> Task to complete: Wherever a line of the data contains "serif", copy that line.

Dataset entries
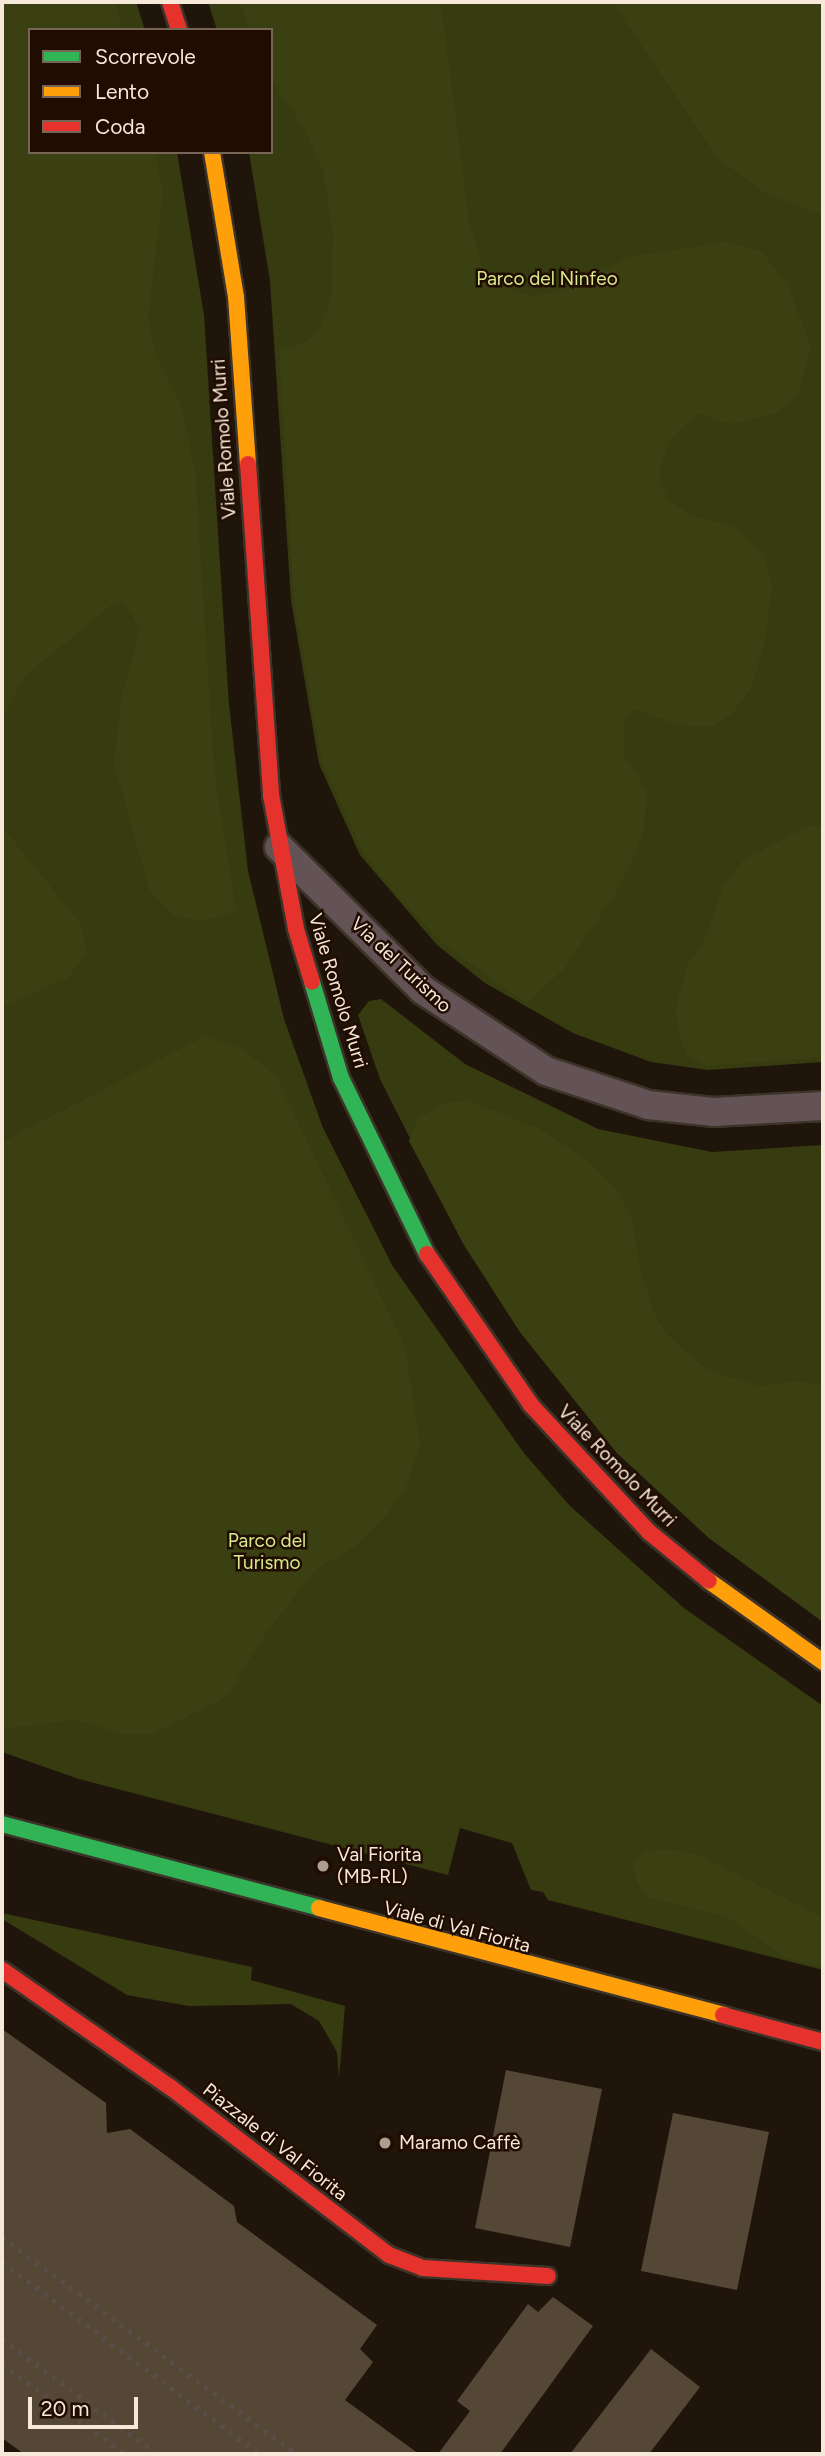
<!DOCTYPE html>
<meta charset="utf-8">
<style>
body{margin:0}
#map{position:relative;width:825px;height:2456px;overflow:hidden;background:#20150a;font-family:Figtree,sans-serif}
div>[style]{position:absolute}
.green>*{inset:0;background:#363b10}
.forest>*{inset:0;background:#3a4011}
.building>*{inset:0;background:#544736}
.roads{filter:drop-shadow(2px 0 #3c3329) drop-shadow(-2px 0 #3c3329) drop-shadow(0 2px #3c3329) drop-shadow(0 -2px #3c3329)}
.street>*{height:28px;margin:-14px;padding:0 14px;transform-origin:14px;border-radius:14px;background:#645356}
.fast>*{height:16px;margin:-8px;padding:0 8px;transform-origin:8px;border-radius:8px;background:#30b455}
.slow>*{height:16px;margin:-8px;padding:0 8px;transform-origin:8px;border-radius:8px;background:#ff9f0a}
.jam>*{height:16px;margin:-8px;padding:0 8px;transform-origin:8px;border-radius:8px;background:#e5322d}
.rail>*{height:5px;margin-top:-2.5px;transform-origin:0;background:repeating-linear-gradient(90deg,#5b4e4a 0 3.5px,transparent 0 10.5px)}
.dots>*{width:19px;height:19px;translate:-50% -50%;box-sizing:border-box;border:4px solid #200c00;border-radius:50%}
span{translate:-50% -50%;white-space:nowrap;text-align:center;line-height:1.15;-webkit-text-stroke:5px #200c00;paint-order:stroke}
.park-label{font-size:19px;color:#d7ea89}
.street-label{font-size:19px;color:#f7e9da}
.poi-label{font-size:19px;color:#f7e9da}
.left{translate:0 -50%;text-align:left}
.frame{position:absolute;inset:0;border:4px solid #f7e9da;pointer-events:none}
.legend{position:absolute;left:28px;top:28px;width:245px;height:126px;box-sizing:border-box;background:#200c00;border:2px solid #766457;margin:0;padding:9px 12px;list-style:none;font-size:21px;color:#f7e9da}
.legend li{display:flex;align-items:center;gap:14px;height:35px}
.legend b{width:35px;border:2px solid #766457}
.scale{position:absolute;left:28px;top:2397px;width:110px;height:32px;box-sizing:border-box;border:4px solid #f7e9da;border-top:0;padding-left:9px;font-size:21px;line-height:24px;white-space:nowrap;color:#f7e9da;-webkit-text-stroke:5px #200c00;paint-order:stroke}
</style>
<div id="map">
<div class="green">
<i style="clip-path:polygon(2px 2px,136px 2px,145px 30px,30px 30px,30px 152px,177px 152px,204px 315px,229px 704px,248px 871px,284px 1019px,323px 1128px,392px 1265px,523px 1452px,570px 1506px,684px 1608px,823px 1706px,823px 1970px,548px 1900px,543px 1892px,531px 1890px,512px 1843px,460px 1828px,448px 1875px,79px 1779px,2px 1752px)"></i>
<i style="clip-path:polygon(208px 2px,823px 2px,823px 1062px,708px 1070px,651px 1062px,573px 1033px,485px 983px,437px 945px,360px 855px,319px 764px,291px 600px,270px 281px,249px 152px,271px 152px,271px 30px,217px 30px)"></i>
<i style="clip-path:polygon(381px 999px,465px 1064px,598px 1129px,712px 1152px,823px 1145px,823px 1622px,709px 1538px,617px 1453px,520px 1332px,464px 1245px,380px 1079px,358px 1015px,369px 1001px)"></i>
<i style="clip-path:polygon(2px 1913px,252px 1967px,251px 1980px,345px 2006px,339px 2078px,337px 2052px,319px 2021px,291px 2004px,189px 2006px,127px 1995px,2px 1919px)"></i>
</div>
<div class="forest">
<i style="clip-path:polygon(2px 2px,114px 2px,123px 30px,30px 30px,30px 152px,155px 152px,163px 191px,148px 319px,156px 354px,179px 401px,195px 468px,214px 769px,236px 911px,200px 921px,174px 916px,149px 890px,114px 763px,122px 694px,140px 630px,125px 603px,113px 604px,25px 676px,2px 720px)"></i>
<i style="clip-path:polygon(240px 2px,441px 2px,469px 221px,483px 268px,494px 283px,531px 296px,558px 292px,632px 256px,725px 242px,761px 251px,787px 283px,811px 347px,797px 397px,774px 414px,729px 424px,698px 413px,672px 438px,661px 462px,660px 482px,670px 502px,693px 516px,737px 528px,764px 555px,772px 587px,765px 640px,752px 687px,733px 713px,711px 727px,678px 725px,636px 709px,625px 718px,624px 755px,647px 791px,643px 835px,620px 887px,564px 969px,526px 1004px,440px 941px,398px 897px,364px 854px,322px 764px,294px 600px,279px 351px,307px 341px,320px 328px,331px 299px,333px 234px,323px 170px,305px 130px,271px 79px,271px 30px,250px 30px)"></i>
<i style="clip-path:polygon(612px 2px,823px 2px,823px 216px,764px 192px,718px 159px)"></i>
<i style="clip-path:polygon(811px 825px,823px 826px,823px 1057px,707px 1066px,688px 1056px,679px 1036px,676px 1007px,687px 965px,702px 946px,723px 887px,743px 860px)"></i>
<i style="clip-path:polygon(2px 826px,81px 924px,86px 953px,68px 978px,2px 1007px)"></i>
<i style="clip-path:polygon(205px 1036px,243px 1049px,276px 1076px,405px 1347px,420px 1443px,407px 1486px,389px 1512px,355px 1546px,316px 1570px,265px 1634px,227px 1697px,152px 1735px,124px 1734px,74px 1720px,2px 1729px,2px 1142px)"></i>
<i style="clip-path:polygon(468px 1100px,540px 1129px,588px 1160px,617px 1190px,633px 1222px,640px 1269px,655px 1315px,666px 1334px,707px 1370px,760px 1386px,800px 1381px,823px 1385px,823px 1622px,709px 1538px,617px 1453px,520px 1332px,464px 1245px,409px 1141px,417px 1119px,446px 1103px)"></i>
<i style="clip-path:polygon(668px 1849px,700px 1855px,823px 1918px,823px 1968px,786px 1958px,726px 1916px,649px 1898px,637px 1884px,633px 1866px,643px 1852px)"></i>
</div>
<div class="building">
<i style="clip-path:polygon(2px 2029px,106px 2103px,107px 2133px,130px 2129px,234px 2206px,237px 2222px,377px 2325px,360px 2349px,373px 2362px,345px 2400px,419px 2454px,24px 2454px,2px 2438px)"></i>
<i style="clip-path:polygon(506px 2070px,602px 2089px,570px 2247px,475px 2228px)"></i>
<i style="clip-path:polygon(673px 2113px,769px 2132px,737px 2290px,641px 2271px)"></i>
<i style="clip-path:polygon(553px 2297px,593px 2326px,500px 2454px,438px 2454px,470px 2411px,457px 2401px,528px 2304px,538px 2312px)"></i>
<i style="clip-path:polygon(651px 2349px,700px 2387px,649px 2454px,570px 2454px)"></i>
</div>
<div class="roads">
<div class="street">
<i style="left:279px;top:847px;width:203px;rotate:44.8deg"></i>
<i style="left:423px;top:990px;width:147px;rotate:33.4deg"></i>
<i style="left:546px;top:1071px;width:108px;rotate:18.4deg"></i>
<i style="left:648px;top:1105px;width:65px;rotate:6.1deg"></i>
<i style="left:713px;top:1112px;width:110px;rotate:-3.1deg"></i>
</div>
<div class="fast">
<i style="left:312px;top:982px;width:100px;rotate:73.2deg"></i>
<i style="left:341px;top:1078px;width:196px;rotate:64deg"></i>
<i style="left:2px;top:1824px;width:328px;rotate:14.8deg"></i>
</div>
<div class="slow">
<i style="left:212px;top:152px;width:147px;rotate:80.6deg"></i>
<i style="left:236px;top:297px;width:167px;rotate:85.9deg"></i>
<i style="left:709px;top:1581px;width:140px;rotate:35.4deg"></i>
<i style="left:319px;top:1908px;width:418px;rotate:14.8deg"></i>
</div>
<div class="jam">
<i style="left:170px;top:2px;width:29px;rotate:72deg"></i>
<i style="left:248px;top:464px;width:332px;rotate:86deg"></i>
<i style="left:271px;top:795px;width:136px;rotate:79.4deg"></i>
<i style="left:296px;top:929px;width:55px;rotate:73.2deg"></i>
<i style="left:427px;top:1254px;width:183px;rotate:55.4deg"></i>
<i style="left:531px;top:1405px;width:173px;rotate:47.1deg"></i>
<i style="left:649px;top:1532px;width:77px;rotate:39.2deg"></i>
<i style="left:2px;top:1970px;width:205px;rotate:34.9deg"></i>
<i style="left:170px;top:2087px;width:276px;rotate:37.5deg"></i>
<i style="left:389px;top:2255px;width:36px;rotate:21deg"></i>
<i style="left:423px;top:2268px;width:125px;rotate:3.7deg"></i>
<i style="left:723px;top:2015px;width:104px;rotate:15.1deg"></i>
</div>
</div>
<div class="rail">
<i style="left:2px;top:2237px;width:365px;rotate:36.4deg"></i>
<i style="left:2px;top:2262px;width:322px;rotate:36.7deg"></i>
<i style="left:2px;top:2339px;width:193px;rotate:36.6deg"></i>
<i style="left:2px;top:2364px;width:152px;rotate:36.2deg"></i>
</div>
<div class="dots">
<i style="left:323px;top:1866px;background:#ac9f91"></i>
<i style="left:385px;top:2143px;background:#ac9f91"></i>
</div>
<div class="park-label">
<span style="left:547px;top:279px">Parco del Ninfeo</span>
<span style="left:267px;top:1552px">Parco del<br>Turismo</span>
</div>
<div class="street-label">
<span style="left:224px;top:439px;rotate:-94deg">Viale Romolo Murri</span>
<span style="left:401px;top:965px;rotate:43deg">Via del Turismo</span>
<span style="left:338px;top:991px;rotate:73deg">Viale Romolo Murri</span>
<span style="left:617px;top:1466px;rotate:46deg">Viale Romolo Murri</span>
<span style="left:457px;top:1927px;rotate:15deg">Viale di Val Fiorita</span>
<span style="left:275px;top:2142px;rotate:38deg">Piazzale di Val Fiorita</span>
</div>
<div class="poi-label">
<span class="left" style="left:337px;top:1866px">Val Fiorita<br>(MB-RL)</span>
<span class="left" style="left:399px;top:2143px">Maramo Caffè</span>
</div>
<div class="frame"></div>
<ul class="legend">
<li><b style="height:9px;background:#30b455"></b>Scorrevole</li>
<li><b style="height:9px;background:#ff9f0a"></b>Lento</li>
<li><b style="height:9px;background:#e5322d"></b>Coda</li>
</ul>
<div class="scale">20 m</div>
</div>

--

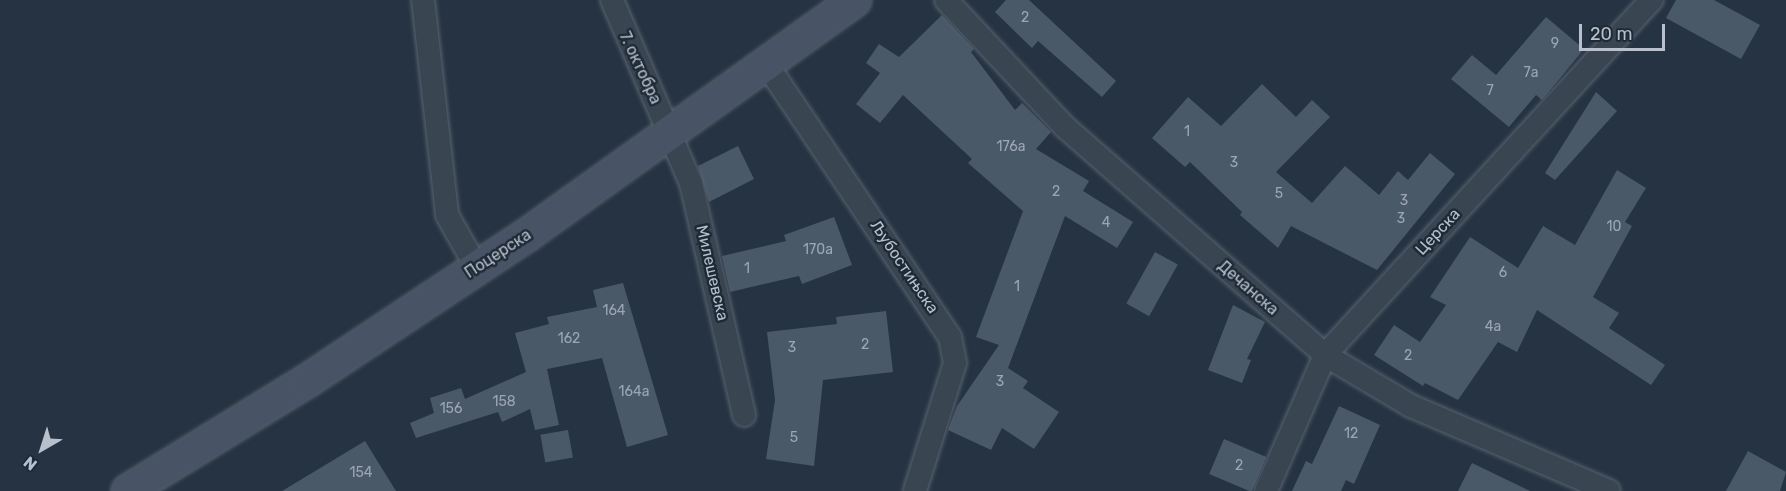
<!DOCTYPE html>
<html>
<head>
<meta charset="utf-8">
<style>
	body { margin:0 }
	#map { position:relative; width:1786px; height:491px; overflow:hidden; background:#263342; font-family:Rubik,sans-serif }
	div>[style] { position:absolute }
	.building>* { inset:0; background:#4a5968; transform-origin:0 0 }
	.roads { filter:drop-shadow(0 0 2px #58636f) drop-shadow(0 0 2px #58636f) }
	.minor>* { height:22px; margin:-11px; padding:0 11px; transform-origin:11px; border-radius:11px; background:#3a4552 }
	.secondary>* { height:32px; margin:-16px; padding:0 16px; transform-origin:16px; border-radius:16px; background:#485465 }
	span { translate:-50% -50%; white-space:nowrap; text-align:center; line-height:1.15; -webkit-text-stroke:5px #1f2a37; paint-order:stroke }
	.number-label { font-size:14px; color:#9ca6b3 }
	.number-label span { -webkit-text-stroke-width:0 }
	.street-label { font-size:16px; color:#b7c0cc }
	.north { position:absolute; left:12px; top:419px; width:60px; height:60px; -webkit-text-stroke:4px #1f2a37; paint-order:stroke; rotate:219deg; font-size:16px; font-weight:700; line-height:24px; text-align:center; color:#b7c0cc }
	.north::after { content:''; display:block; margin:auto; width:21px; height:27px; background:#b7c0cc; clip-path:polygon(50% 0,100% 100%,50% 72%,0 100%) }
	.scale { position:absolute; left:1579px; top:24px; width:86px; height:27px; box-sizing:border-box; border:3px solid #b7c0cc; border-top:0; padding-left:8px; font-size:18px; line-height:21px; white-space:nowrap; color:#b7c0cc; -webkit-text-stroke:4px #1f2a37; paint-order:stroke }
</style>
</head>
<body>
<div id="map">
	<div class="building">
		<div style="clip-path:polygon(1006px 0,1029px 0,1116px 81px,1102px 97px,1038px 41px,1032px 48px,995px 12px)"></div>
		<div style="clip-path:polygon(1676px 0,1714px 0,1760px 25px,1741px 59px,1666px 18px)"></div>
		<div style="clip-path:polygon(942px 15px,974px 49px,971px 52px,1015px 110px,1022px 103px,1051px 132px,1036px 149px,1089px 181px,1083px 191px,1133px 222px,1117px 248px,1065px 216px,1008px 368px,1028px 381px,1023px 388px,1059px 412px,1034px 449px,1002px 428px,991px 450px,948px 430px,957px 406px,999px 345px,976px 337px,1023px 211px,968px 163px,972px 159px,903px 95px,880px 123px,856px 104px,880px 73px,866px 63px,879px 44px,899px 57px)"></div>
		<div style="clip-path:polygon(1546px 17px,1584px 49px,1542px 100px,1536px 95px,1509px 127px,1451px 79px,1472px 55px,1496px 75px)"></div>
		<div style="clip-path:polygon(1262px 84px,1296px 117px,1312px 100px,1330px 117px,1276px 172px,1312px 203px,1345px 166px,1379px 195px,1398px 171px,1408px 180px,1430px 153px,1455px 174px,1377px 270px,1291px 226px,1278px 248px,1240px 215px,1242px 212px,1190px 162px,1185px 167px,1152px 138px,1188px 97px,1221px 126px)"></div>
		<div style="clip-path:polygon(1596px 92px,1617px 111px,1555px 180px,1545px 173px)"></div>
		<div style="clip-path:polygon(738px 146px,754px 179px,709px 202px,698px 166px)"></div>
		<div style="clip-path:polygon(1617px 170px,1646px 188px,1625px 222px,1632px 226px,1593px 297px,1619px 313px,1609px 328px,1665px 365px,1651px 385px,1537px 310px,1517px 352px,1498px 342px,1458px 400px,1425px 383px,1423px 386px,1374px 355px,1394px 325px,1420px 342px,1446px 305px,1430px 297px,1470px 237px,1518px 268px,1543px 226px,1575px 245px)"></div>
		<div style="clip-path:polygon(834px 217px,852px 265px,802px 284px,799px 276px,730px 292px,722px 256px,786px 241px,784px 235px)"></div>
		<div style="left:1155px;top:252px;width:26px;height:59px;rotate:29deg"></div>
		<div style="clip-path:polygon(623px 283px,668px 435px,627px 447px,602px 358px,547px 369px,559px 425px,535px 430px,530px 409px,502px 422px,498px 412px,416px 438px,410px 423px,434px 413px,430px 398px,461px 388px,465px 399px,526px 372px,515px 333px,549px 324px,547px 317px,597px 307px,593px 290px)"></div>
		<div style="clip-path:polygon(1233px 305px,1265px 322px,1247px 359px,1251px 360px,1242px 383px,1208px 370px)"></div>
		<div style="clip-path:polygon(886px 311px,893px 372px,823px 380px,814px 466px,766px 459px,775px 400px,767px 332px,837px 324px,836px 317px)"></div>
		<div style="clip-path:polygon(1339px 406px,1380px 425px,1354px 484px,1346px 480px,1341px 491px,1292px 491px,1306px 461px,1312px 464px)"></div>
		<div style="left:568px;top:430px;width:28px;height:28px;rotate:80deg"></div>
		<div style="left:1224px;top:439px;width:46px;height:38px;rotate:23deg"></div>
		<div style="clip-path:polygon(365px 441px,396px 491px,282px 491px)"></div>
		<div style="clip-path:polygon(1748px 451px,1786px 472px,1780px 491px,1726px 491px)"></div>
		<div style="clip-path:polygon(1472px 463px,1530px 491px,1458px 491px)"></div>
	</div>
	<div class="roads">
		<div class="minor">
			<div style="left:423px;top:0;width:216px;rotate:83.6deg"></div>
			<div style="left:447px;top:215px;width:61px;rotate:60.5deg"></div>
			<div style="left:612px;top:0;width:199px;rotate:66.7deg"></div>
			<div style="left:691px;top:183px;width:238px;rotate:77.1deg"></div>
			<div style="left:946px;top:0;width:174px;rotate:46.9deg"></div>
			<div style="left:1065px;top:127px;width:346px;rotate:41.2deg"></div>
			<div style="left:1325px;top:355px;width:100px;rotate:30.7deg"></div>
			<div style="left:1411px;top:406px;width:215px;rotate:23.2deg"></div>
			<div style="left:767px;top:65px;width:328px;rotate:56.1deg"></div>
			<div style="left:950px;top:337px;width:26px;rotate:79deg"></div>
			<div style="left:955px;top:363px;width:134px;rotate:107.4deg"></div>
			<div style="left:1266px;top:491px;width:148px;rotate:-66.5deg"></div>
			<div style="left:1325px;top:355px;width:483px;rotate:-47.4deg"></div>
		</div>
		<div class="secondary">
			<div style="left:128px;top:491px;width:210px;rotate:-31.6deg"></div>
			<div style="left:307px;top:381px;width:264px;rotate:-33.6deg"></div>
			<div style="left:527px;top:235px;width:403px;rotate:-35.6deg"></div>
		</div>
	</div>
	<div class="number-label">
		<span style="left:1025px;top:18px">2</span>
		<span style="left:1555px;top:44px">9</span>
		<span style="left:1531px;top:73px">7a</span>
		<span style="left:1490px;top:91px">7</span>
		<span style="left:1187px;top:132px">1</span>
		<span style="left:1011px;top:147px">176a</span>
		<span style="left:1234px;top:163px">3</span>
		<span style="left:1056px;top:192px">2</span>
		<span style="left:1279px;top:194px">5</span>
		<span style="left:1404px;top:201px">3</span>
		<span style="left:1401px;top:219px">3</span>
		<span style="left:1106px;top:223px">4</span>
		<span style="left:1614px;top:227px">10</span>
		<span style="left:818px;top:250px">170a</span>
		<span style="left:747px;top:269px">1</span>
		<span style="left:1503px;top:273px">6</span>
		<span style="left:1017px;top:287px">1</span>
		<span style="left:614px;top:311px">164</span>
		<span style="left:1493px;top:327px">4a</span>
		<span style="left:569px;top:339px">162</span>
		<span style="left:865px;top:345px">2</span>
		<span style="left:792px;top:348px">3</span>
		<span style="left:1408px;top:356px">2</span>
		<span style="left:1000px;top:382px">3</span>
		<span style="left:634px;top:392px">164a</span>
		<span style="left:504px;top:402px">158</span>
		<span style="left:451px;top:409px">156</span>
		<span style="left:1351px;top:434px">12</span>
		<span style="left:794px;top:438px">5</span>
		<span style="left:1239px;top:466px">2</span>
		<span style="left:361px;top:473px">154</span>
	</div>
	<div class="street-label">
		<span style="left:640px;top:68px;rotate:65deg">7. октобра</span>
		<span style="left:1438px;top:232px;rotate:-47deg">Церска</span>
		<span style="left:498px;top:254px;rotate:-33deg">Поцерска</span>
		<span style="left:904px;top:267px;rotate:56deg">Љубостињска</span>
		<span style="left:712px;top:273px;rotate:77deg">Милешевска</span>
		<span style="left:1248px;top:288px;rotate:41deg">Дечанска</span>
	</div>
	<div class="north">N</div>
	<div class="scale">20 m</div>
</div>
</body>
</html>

> Your response:
#map{position:relative;width:825px;height:2456px;overflow:hidden;background:#20150a;font-family:Figtree,sans-serif}
	#map { position:relative; width:1786px; height:491px; overflow:hidden; background:#263342; font-family:Rubik,sans-serif }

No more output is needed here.